**TRY IT**
The records below must be reproduced exactly. Strip out the pictures.

**DATA**
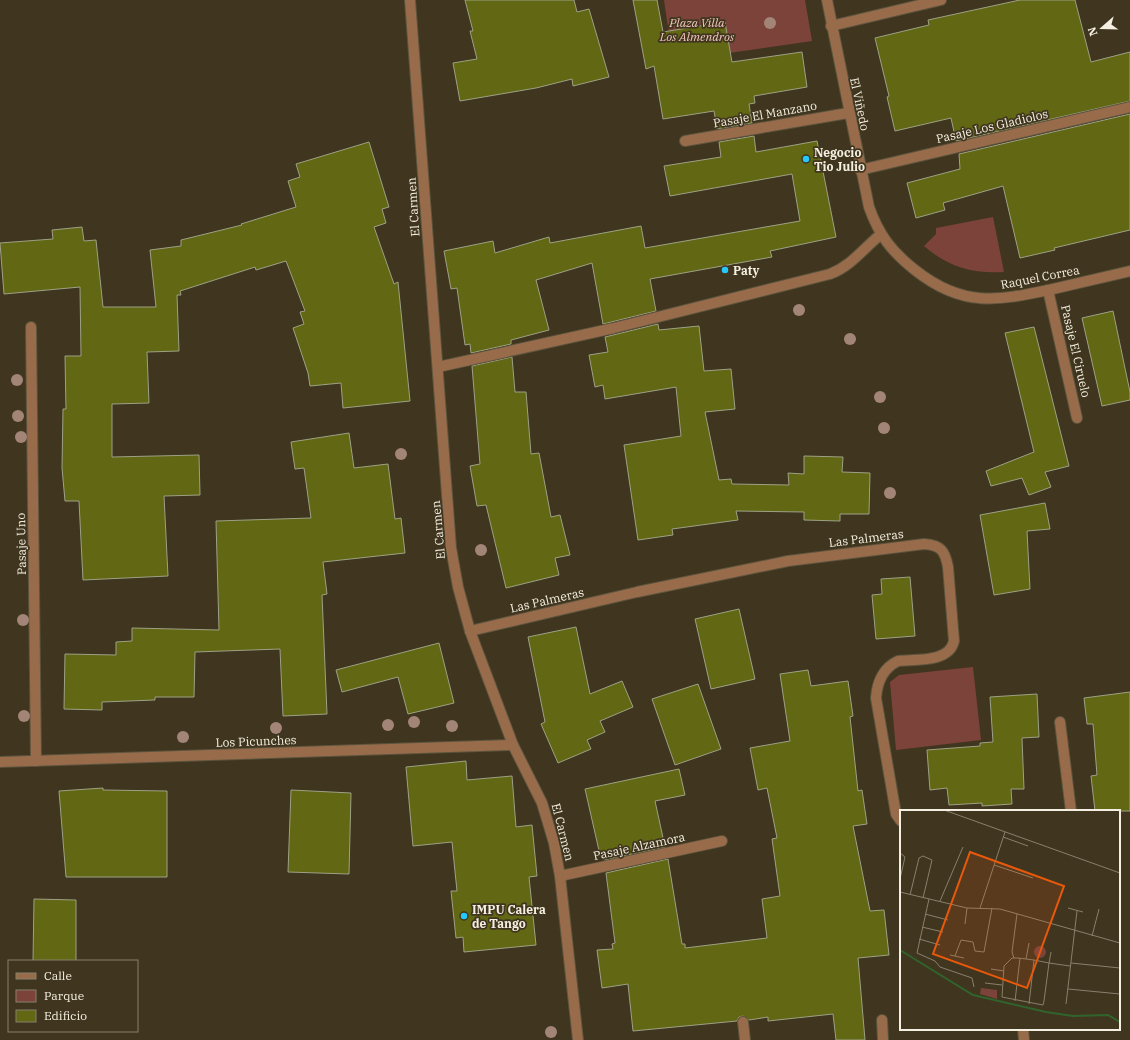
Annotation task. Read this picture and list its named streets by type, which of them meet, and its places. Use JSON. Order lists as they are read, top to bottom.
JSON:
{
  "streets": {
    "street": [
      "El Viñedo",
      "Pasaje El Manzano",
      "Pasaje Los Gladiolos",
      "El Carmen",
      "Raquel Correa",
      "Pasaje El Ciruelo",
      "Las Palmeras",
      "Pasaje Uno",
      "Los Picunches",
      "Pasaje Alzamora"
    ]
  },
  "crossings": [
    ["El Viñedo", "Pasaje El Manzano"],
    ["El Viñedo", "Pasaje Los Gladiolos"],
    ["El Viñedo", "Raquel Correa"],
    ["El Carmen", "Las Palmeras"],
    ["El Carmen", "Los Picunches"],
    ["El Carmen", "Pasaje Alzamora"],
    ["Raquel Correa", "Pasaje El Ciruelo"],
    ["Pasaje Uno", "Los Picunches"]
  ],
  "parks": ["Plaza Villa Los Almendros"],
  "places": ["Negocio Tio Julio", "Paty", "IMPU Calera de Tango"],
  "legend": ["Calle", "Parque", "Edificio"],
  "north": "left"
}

**ANSWER TO THIS EXERCISE**
Annotation task. Read this picture and list its named streets by type, which of them meet, and its places. Use JSON. Order lists as they are read, top to bottom.
JSON:
{
  "streets": {
    "street": [
      "El Viñedo",
      "Pasaje El Manzano",
      "Pasaje Los Gladiolos",
      "El Carmen",
      "Raquel Correa",
      "Pasaje El Ciruelo",
      "Las Palmeras",
      "Pasaje Uno",
      "Los Picunches",
      "Pasaje Alzamora"
    ]
  },
  "crossings": [
    ["El Viñedo", "Pasaje El Manzano"],
    ["El Viñedo", "Pasaje Los Gladiolos"],
    ["El Viñedo", "Raquel Correa"],
    ["El Carmen", "Las Palmeras"],
    ["El Carmen", "Los Picunches"],
    ["El Carmen", "Pasaje Alzamora"],
    ["Raquel Correa", "Pasaje El Ciruelo"],
    ["Pasaje Uno", "Los Picunches"]
  ],
  "parks": ["Plaza Villa Los Almendros"],
  "places": ["Negocio Tio Julio", "Paty", "IMPU Calera de Tango"],
  "legend": ["Calle", "Parque", "Edificio"],
  "north": "left"
}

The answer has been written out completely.